Back in March, a Tucson mom brought her daughter to a dental screening to hopefully get enrolled in the Smiles Ahead program.
When father-son orthodontist duo Larry and Eric Leber told the girl that she qualified for the low-cost orthodontic program, her mom started to cry.
Through the Smiles Ahead program, children ages 10 to 16 who display financial need and severe teeth misalignment can get braces for just $100.
That $100 includes braces, a set of retainers and a year of follow-up appointments. The average price for braces typically runs from $4,000 to $6,000, the Lebers say.
“The orthodontists donate their time, skills and all materials,” Larry Leber says, adding that the $100 doesn’t go to the orthodontists, but to the center that helps facilitate the program.
Larry Leber, who started his own practice Leber Orthodontics in 1975, started the Smiles Ahead program in 2012 with his son Eric, who joined the practice in 2003. In six years, the Lebers have provided low-cost braces to 50 kids. Another 10 kids were treated by retired orthodontist Michael Don.
But for the first time in the program’s existence, an additional 17 orthodontists have joined Smiles Ahead. In 2019 alone, about 28 Tucson children will have the opportunity to get $100 braces.
“We wanted the program to be bigger than us,” Eric Leber says, adding that there are many more kids in the area whose families can’t afford braces.
“We had the limitation of just us — so we really couldn’t grow (the program),” Larry Leber says.

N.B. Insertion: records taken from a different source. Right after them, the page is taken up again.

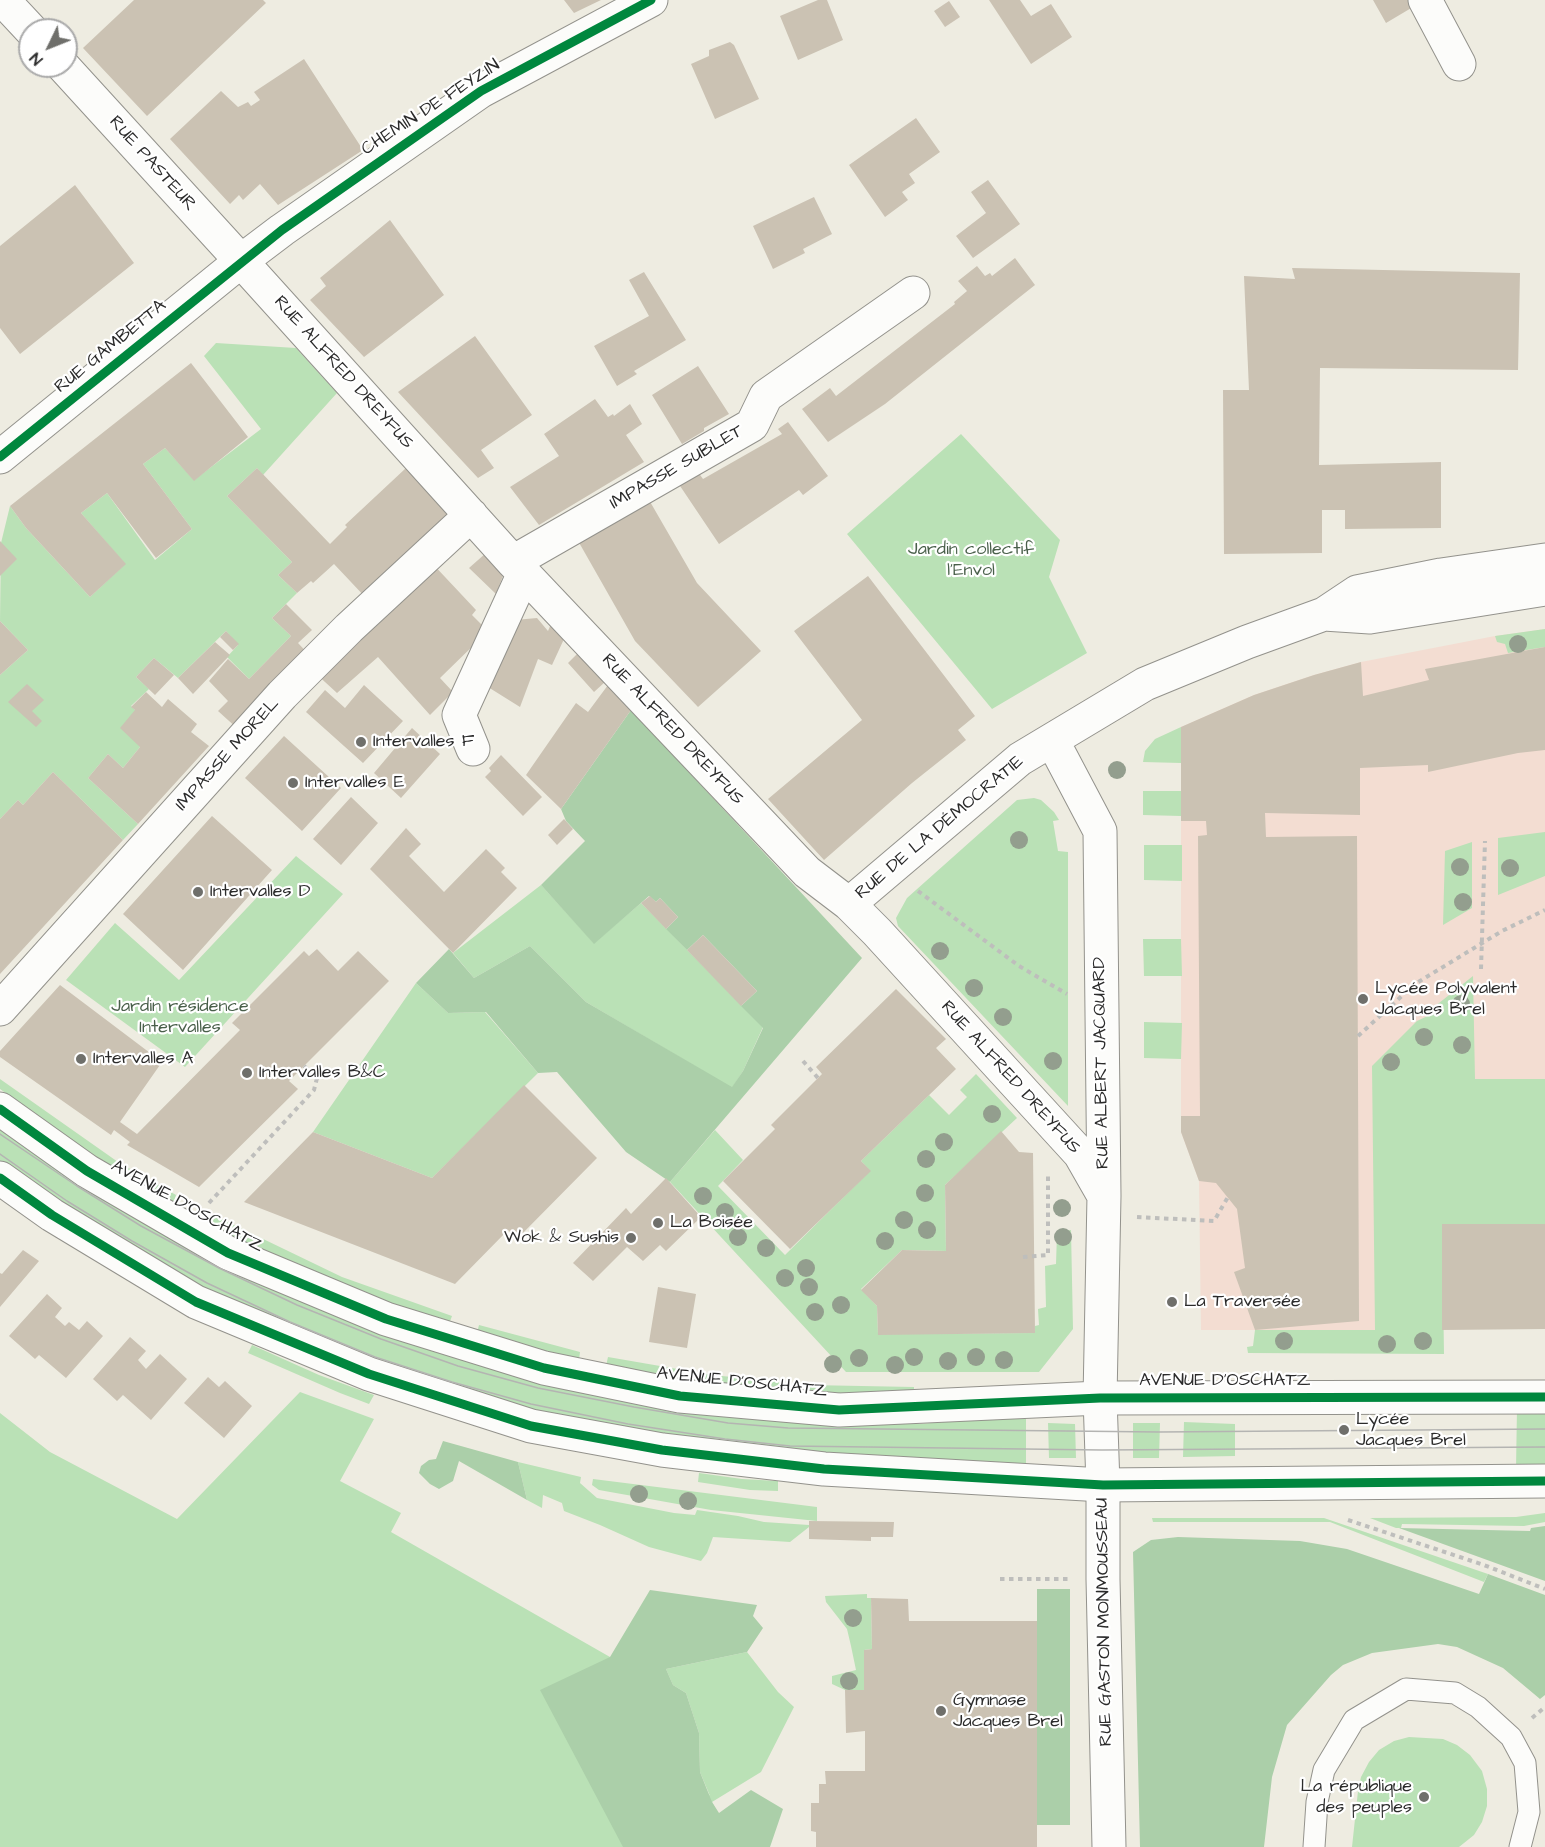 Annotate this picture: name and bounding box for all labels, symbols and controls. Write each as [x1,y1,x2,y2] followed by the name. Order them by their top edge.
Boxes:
[18,18,78,78] north arrow
[25,48,48,70] text: N
[358,55,504,161] street label: CHEMIN DE FEYZIN
[104,112,200,216] street label: RUE PASTEUR
[269,292,417,454] street label: RUE ALFRED DREYFUS
[51,295,171,399] street label: RUE GAMBETTA
[606,421,748,515] street label: IMPASSE SUBLET
[908,539,1034,582] park label: Jardin collectif l'Envol
[596,650,748,810] street label: RUE ALFRED DREYFUS
[172,694,284,816] street label: IMPASSE MOREL
[373,731,474,753] place label: Intervalles F
[354,735,368,749] marker: Intervalles F
[852,751,1028,905] street label: RUE DE LA DÉMOCRATIE
[305,772,404,794] place label: Intervalles E
[286,776,300,790] marker: Intervalles E
[210,881,310,903] place label: Intervalles D
[191,885,205,899] marker: Intervalles D
[1089,957,1115,1169] street label: RUE ALBERT JACQUARD
[1375,978,1517,1020] place label: Lycée Polyvalent Jacques Brel
[1356,992,1370,1006] marker: Lycée Polyvalent Jacques Brel
[111,996,249,1038] park label: Jardin résidence Intervalles
[936,997,1084,1159] street label: RUE ALFRED DREYFUS
[93,1048,193,1070] place label: Intervalles A
[74,1052,88,1066] marker: Intervalles A
[259,1062,385,1084] place label: Intervalles B&C
[240,1066,254,1080] marker: Intervalles B&C
[107,1156,267,1258] street label: AVENUE D'OSCHATZ
[670,1212,753,1234] place label: La Boisée
[651,1216,665,1230] marker: La Boisée
[504,1227,619,1249] place label: Wok & Sushis
[624,1231,638,1245] marker: Wok & Sushis
[1184,1291,1301,1313] place label: La Traversée
[1165,1295,1179,1309] marker: La Traversée
[656,1363,828,1403] street label: AVENUE D'OSCHATZ
[1139,1370,1311,1392] street label: AVENUE D'OSCHATZ
[1356,1409,1466,1452] place label: Lycée Jacques Brel
[1337,1423,1351,1437] marker: Lycée Jacques Brel
[1092,1497,1118,1747] street label: RUE GASTON MONMOUSSEAU
[953,1690,1063,1732] place label: Gymnase Jacques Brel
[934,1704,948,1718] marker: Gymnase Jacques Brel
[1301,1776,1412,1818] place label: La république des peuples
[1417,1790,1431,1804] marker: La république des peuples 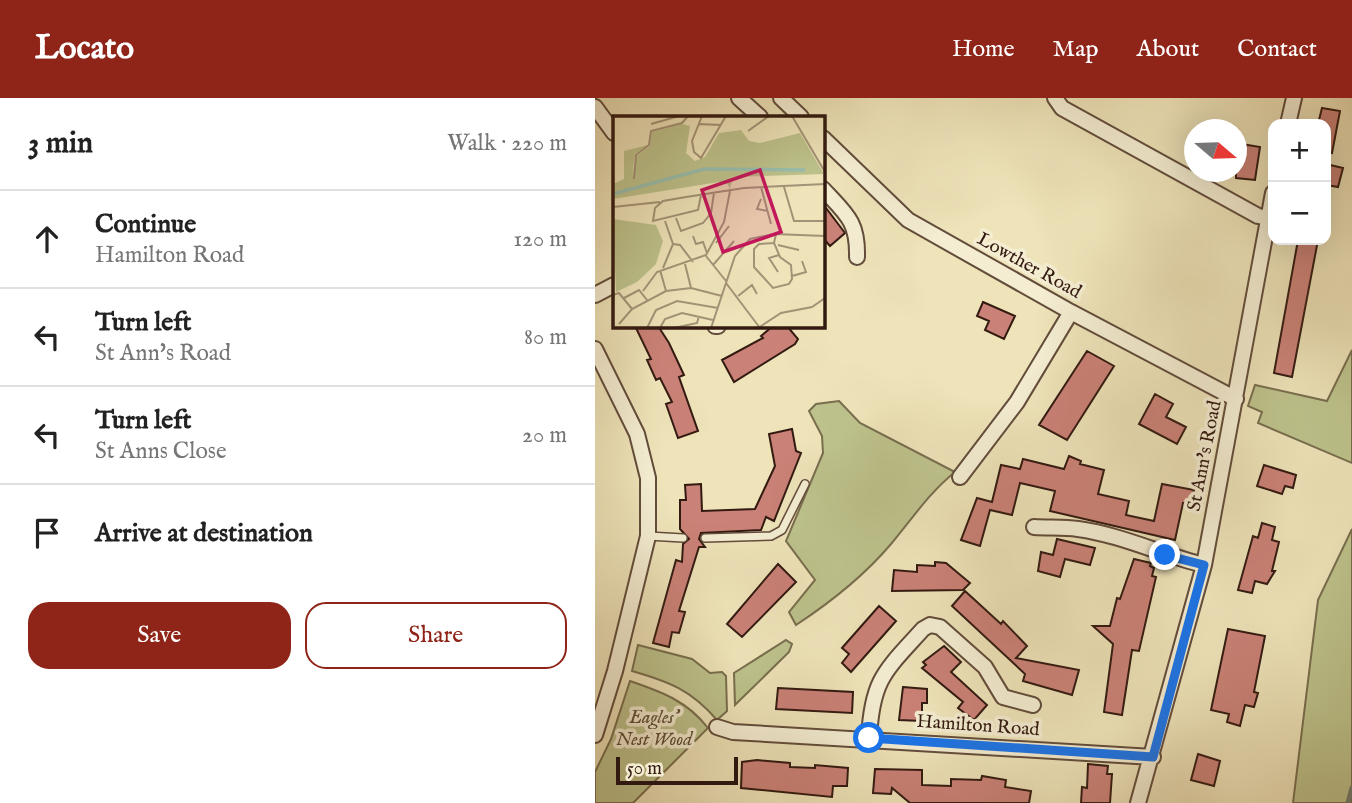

So, the Lebers wrote letters to orthodontists around the city. Of the 17 orthodontists they contacted, all of them were happy to get involved. Each orthodontist will treat one or two children this year.
“The response was overwhelming,” Larry Leber says, adding that he was amazed by the generosity of other orthodontists in Tucson. “One hundred percent of the orthodontists were willing to step up.”
Eric and Larry Leber hope in the future, even more kids are able to go through the program.
Orthodontist Matthew Linaker of Linaker Orthodontics was immediately on board when the Lebers approached him about the program.
“I absolutely wanted to be part of that and give back to Tucson,” he says. “I’ll help in whatever capacity.”
Linaker says it’s a great feeling being able to change kids’ lives and help improve their futures.
“Some of these kids don’t have the opportunity that others do,” Linaker says. “I plan on being part of (the program) as long as I’m in practice.”
When the program started seven years ago, Larry and Eric Leber thought long and hard about the logistics behind it.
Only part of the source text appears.